塩野義製薬まさかのリストラ、過去最高益なのになぜ踏み切った?リストラ発表直前の7月3日にはアクセンチュアとの合弁会社を発足させた塩野義製薬。人事・管理部門の効率化が狙いだ

塩野義よおまえもか──。製薬業界でリストラの嵐が止まらない。過去最高益を上げ、目下の経営課題だったパテントクリフ(特許の崖)も乗り越える見込みが立った今、なぜリストラに踏み切ったのか。(ダイヤモンド編集部 野村聖子)

ノーマークだった塩野義のリストラ

「かなり強靱なバランスシート(貸借対照表)で、この3年間で総資産も増やし、キャッシュポジション(手元流動性)も非常に強くなった」

 国内製薬大手、塩野義製薬の手代木功社長は、6月の中期経営計画説明会の冒頭で自社の財務に強い自信をのぞかせた。それだけに、7月10日に発表した特別早期退職プログラムの実施は製薬業界全体を驚かせた。

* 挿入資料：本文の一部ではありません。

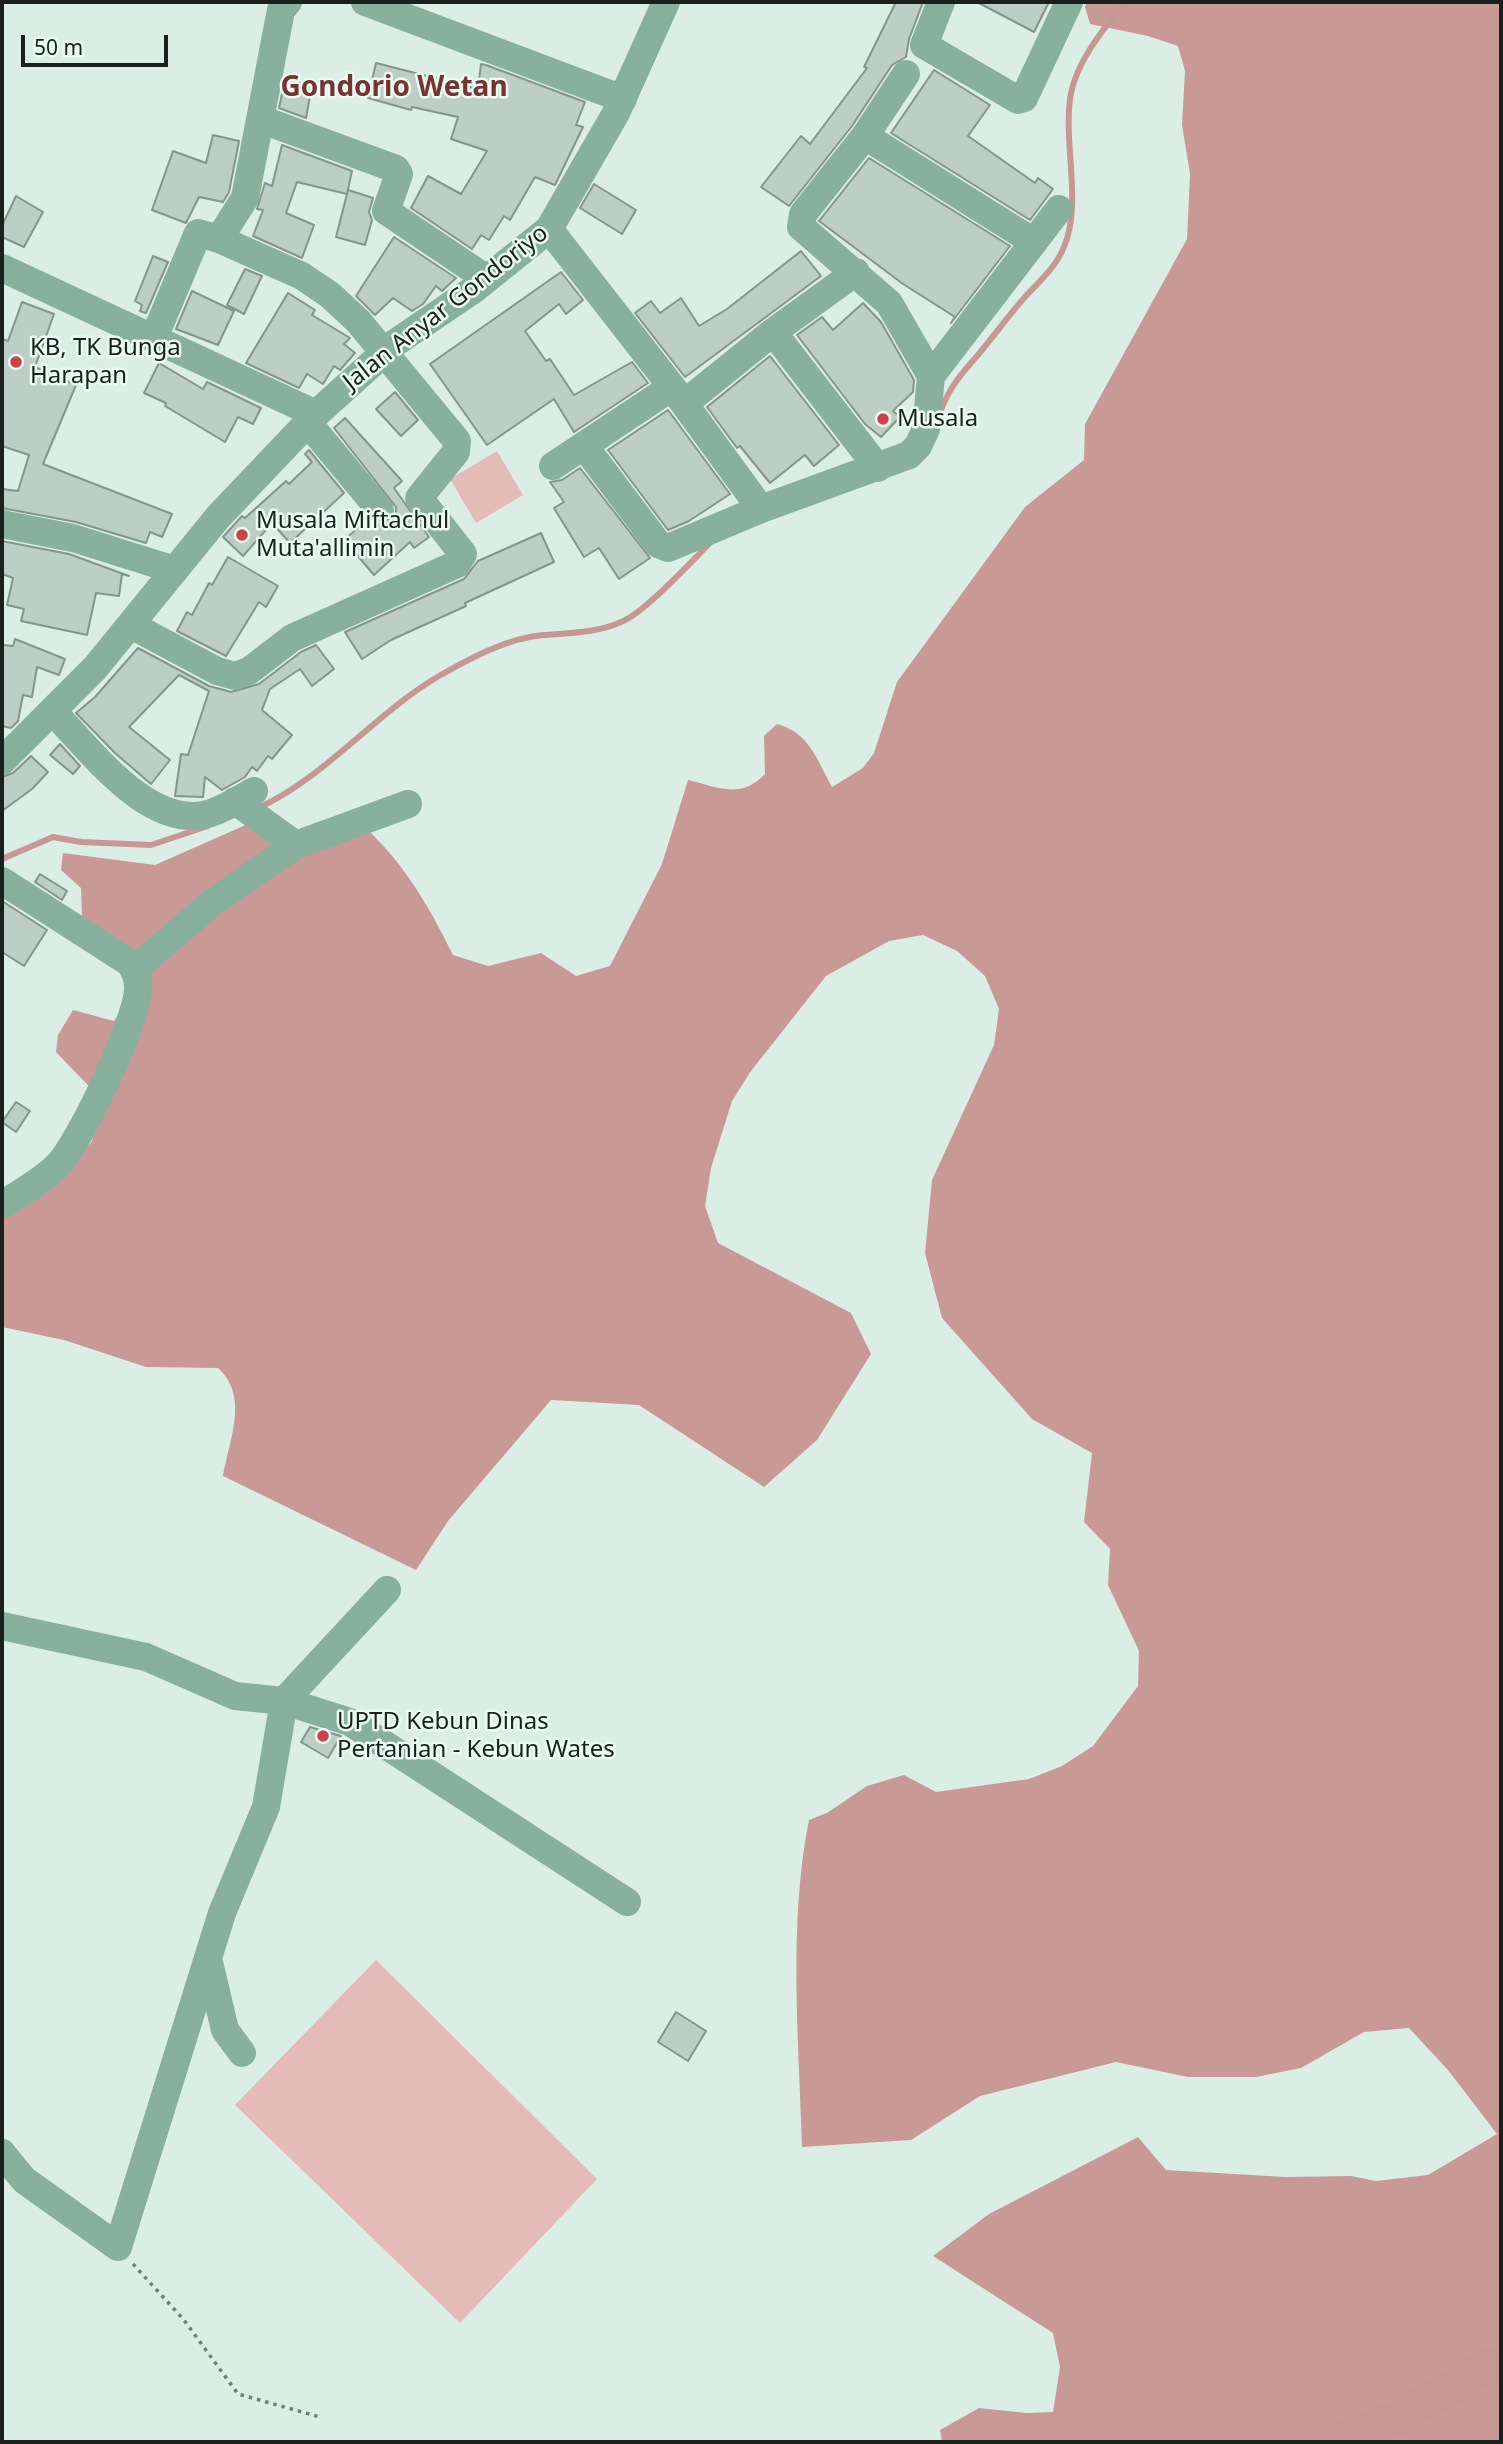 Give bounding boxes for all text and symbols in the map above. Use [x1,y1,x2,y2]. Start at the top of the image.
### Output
scale bar [24,21,172,65]
text: 50 m [34,33,83,61]
district label: Gondorio Wetan [280,71,508,105]
street label: Jalan Anyar Gondoriyo [338,219,554,397]
place label: KB, TK Bunga Harapan [30,334,181,390]
marker: KB, TK Bunga Harapan [8,354,24,370]
place label: Musala [897,405,978,433]
marker: Musala [875,411,891,427]
place label: Musala Miftachul Muta'allimin [256,507,449,563]
marker: Musala Miftachul Muta'allimin [234,527,250,543]
place label: UPTD Kebun Dinas Pertanian - Kebun Wates [337,1708,615,1764]
marker: UPTD Kebun Dinas Pertanian - Kebun Wates [315,1728,331,1744] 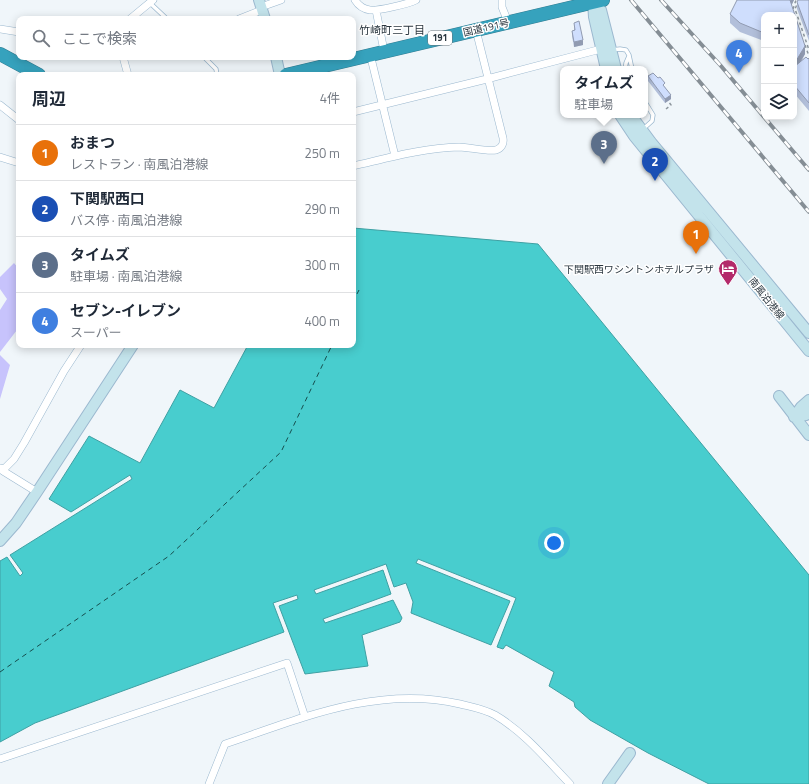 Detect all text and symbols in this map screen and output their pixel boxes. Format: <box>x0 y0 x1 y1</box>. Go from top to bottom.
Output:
map controls <box>761 12 797 120</box>
button: + <box>761 12 797 48</box>
street label: 国道191号 <box>462 15 511 40</box>
search box <box>16 16 356 60</box>
district label: 竹崎町三丁目 <box>359 22 425 38</box>
icon: search <box>30 27 52 49</box>
text: ここで検索 <box>62 27 137 50</box>
road number: 191 <box>428 31 452 45</box>
pin: 4 <box>726 40 752 73</box>
button: − <box>761 48 797 84</box>
popup <box>560 66 648 118</box>
text: タイムズ <box>574 71 634 94</box>
button: layers <box>761 84 797 120</box>
text: 周辺 <box>32 86 66 112</box>
text: 4件 <box>320 88 340 108</box>
text: 駐車場 <box>574 94 613 114</box>
text: おまつ <box>70 131 115 154</box>
pin: 3 <box>591 131 617 164</box>
text: 1 <box>41 143 49 163</box>
text: 250 m <box>304 143 340 163</box>
pin: 2 <box>642 148 668 181</box>
text: レストラン · 南風泊港線 <box>70 154 209 174</box>
text: 下関駅西口 <box>70 187 145 210</box>
text: 2 <box>41 199 49 219</box>
text: 290 m <box>304 199 340 219</box>
text: バス停 · 南風泊港線 <box>70 210 183 230</box>
pin: 1 <box>683 221 709 254</box>
text: タイムズ <box>70 243 130 266</box>
text: 3 <box>41 255 49 275</box>
text: 300 m <box>304 255 340 275</box>
hotel icon: 下関駅西ワシントンホテルプラザ <box>717 258 739 286</box>
place label: 下関駅西ワシントンホテルプラザ <box>564 262 714 277</box>
text: 駐車場 · 南風泊港線 <box>70 266 183 286</box>
street label: 南風泊港線 <box>745 274 788 322</box>
text: セブン-イレブン <box>70 299 181 322</box>
text: 4 <box>41 311 49 331</box>
text: 400 m <box>304 311 340 331</box>
text: スーパー <box>70 322 122 342</box>
your location <box>544 533 564 553</box> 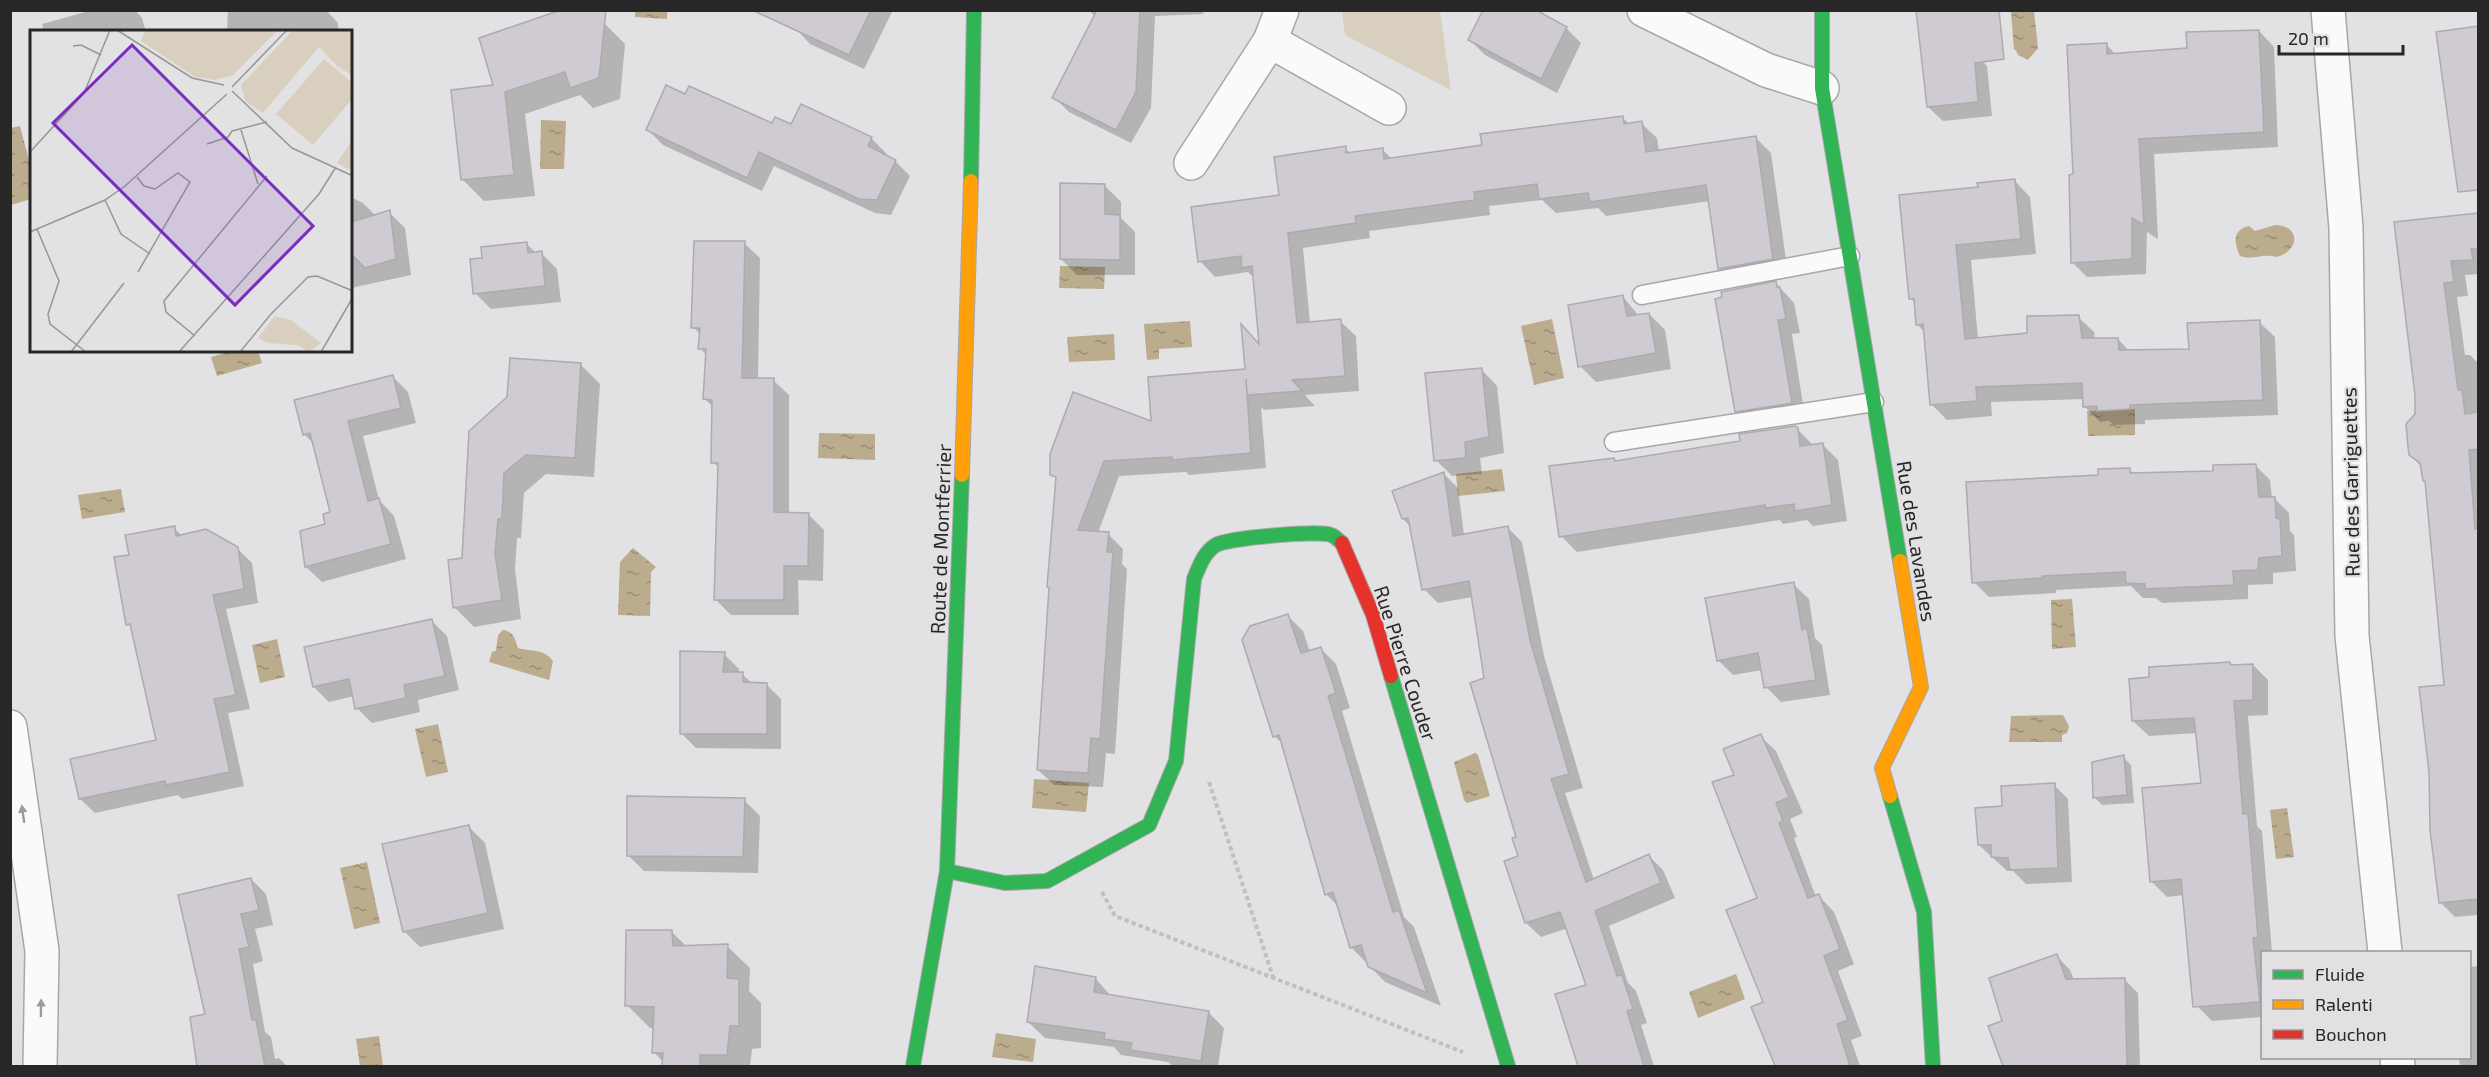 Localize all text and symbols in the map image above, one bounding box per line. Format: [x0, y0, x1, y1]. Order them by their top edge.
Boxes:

 対象は、一部幹部職員を除く、50歳以上を中心とした約200人で、単体社員数の約8%に相当する。同社におけるリストラは、医薬品に経営資源を集中した2003年が最後で、実に20年ぶりとなる。

 いまや日本の製薬業界は、リストラの話題に事欠かない。外資系企業のみならず、国内最大手の武田薬品工業は直近5年間、明らかになっているだけでも3度の人員削減を行っている。「次はいつ、どこがリストラをするか」──。それが業界での目下最大の関心事だ。それでも「塩野義はノーマークだった」と業界関係者は言う。